6. The method of claim 5, wherein determining the total score value for the first cell based on the first cell's peripheral line score and text box score comprises:

determining a plurality of primary intersection points based on the plurality of table lines;

determining a first cell of the plurality of first cells based on the positional relationship of the plurality of primary intersection points and the plurality of first cells; and

determining a total score for each of the first cells in the plurality of first cells in order, starting with the first cell.

7. The method of claim 5, wherein selecting a first cell from the plurality of first cells with a highest overall score as a target first cell comprises:

determining whether there are at least two first cells with the highest total score among the plurality of first cells; and

in response to determining that there are at least two first cells with the highest total score among the plurality of first cells, determining the target first cell based on location data of the at least two first cells with the highest total score.

8. The method of claim 5, wherein determining the row connected domain of the target first cell comprises:

determining a pixel abscissa and a pixel ordinate of pixels of the plurality of table lines in the region of the target first cell;

determining a fitted ordinate of the pixel based on the pixel abscissa and fitted curve segment or horizontally extended line data of the target first cell;

determining whether an average difference between the fitted ordinate and the pixel ordinate is less than a predetermined threshold; and

in response to determining that the average difference between the fitted ordinate and the pixel ordinate is less than the predetermined threshold, row-communicating the target first cell with its horizontally-oriented previous first cell.

9. The method of claim 5, wherein determining the column connected domain of the target first cell comprises:

determining a fitted abscissa of the pixel based on the pixel ordinate and fitted curve segment or vertically extended line data of the target first cell;

determining whether an average difference between the fitted abscissa and the pixel abscissa is less than a predetermined threshold; and

in response to determining that the average difference between the fitted abscissa and the pixel abscissa is less than the predetermined threshold, column-communicating the target first cell with a previous first cell in a vertical direction thereof.
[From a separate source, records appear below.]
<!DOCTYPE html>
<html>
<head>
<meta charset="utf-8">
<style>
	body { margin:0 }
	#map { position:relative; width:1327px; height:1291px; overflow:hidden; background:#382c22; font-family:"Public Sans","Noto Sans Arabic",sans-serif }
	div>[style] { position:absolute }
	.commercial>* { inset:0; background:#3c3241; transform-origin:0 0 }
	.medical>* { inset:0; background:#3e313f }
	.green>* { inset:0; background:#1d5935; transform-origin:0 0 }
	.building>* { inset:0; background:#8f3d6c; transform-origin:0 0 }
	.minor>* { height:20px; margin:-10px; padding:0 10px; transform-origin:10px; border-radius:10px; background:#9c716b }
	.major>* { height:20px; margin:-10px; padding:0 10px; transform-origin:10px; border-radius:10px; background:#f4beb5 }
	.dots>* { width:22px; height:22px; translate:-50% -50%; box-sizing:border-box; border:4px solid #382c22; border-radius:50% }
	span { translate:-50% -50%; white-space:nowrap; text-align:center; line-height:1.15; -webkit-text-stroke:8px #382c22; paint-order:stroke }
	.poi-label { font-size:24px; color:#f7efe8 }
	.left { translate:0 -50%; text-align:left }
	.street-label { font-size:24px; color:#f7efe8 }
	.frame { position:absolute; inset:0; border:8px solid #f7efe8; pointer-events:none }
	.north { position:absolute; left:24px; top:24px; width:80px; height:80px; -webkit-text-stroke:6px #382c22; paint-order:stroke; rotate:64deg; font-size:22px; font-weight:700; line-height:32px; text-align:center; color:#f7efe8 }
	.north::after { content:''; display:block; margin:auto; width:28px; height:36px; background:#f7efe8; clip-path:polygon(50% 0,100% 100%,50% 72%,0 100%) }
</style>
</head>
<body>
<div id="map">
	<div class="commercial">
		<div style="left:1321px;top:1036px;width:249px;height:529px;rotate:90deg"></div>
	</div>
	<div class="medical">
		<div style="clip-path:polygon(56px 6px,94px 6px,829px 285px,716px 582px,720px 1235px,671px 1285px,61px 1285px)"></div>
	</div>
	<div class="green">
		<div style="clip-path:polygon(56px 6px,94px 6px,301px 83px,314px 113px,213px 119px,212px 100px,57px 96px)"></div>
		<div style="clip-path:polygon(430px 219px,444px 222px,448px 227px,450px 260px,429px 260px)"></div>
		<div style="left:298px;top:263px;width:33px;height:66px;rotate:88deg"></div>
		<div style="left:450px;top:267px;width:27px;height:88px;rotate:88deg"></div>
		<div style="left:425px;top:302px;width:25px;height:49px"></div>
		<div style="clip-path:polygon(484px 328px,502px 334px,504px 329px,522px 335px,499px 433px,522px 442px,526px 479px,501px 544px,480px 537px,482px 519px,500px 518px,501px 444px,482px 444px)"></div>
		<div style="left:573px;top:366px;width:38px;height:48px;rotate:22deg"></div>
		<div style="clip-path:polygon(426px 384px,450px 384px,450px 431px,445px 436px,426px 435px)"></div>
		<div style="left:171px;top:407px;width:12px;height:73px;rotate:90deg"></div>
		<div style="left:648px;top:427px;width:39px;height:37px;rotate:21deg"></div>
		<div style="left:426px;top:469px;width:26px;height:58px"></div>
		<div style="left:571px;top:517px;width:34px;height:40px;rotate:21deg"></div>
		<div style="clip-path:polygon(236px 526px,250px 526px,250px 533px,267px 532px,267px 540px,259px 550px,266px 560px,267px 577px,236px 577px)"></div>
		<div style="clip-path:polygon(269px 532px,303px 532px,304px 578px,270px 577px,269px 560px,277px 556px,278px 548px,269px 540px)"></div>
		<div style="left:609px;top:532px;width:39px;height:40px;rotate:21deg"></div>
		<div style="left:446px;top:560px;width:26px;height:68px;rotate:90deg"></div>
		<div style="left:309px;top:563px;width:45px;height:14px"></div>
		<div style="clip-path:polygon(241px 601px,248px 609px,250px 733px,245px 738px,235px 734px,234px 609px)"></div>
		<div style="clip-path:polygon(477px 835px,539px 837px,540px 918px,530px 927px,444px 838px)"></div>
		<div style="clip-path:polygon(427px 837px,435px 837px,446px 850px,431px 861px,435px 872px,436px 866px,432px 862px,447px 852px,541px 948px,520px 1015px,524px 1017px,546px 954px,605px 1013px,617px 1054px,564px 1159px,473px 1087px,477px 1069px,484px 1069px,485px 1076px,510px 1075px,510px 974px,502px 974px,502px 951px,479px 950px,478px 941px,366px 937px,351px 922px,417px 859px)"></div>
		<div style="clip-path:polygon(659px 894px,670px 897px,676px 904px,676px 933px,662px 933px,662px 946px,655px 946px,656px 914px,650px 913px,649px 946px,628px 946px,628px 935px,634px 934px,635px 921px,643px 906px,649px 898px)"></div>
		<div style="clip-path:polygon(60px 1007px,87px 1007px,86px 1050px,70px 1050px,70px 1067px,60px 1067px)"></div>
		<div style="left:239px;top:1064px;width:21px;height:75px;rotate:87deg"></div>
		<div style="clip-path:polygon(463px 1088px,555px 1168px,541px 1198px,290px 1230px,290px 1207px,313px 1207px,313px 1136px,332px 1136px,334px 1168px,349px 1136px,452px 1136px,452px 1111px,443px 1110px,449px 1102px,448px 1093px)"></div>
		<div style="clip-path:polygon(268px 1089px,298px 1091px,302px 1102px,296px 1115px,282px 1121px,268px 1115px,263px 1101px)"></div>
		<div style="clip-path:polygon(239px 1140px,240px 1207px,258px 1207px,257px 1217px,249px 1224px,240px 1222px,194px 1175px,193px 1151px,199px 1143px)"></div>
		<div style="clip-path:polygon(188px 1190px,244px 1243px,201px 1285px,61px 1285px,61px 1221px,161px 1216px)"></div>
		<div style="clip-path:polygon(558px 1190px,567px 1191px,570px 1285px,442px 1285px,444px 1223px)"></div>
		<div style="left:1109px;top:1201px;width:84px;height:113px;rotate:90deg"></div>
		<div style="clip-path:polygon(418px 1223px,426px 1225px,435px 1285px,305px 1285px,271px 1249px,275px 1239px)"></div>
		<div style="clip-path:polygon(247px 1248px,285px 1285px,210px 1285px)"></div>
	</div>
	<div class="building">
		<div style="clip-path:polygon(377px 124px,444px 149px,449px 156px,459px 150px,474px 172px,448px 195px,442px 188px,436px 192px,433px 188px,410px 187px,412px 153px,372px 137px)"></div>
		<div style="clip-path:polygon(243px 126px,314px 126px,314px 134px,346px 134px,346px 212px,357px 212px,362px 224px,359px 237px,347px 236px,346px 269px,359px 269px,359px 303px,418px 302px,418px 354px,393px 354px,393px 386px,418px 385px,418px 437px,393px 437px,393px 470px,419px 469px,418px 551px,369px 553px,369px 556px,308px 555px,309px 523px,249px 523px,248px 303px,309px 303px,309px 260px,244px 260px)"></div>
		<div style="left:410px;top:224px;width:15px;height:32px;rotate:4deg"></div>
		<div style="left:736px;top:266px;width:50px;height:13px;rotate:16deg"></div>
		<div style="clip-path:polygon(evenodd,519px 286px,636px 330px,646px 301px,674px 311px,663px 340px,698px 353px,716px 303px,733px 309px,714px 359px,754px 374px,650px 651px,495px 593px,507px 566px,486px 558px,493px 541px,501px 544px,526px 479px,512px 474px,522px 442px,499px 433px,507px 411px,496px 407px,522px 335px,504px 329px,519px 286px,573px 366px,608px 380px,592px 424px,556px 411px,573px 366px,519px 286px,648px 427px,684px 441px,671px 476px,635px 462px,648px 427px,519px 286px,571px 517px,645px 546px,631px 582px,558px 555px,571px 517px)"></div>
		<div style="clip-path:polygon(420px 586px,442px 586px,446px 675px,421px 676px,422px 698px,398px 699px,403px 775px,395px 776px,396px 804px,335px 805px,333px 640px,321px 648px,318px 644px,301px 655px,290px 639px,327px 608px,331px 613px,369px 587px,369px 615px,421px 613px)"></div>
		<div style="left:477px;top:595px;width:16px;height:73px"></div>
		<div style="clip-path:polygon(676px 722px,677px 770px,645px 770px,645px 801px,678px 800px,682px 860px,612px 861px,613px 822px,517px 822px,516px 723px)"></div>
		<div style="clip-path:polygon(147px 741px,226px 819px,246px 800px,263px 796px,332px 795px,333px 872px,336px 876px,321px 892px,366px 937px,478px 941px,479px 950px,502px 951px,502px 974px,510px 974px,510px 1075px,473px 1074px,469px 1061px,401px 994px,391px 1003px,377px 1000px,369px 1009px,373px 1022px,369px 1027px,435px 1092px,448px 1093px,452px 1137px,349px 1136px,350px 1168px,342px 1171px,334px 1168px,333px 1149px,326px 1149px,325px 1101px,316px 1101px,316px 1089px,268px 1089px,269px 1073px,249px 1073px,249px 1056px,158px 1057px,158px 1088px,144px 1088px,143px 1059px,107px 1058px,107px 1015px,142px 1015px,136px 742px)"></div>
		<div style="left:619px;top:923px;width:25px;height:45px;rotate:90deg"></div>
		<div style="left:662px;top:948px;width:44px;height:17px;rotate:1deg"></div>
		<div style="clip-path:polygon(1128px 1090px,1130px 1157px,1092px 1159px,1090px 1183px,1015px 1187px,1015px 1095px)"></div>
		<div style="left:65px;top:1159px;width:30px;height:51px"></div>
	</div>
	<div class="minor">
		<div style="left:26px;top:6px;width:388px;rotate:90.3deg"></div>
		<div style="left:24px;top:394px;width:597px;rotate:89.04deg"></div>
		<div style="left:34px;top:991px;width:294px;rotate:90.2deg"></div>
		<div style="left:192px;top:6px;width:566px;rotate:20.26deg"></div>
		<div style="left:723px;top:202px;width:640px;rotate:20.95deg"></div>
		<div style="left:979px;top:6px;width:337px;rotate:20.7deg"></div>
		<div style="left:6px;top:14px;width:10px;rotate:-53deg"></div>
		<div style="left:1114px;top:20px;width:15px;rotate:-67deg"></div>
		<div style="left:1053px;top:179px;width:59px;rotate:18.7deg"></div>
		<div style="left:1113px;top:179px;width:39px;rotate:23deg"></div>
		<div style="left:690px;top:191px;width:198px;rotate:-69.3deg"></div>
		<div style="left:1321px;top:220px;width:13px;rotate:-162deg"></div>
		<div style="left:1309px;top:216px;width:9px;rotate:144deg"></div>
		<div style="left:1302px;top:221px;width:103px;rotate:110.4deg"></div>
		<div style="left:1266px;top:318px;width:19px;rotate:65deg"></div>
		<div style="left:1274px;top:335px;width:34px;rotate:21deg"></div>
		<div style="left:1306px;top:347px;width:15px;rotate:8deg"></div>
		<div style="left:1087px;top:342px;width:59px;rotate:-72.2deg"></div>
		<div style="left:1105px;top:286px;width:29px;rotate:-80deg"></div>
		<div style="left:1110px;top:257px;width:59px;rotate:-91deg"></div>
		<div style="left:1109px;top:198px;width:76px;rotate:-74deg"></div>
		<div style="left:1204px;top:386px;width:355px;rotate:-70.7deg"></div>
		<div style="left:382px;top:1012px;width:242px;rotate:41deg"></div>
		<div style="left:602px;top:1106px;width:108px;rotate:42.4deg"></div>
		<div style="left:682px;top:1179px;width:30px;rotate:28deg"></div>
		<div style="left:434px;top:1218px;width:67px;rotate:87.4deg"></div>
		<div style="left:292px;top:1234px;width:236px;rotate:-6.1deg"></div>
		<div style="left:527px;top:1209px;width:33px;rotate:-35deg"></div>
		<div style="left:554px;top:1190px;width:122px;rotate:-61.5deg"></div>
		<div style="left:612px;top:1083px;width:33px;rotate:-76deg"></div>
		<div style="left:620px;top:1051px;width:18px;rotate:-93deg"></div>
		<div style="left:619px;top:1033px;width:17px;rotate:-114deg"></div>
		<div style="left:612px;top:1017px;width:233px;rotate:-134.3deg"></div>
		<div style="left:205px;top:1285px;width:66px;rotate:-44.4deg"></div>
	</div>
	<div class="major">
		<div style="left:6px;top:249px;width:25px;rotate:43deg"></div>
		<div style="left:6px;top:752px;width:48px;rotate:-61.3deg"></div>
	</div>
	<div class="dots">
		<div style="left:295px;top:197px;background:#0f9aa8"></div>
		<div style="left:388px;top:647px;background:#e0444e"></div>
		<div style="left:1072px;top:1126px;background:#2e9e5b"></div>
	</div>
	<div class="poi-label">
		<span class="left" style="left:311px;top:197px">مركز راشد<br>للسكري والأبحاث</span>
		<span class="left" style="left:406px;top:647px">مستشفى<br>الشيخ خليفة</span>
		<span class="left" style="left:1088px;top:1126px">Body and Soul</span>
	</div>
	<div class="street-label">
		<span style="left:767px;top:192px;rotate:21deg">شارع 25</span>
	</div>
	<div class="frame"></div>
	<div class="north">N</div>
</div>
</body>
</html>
10. The method of claim 5, wherein determining the plurality of cells and the text content in each cell of the table further comprises:

determining whether the cell contains one text box or at least two text boxes;

in response to determining that the cell contains a text box, taking the text content in the text box as the text content in the cell; and

in response to determining that the cell contains at least two text boxes, merging text content in the at least two text boxes as text content in the cell.

11. A computing device, comprising:

at least one processor; and

at least one memory coupled to the at least one processor and storing instructions for execution by the at least one processor, the instructions when executed by the at least one processor causing the computing device to perform the steps of the method of any of claims 1-10.

12. A computer readable storage medium having stored thereon computer program code which, when executed, performs the method of any of claims 1 to 10.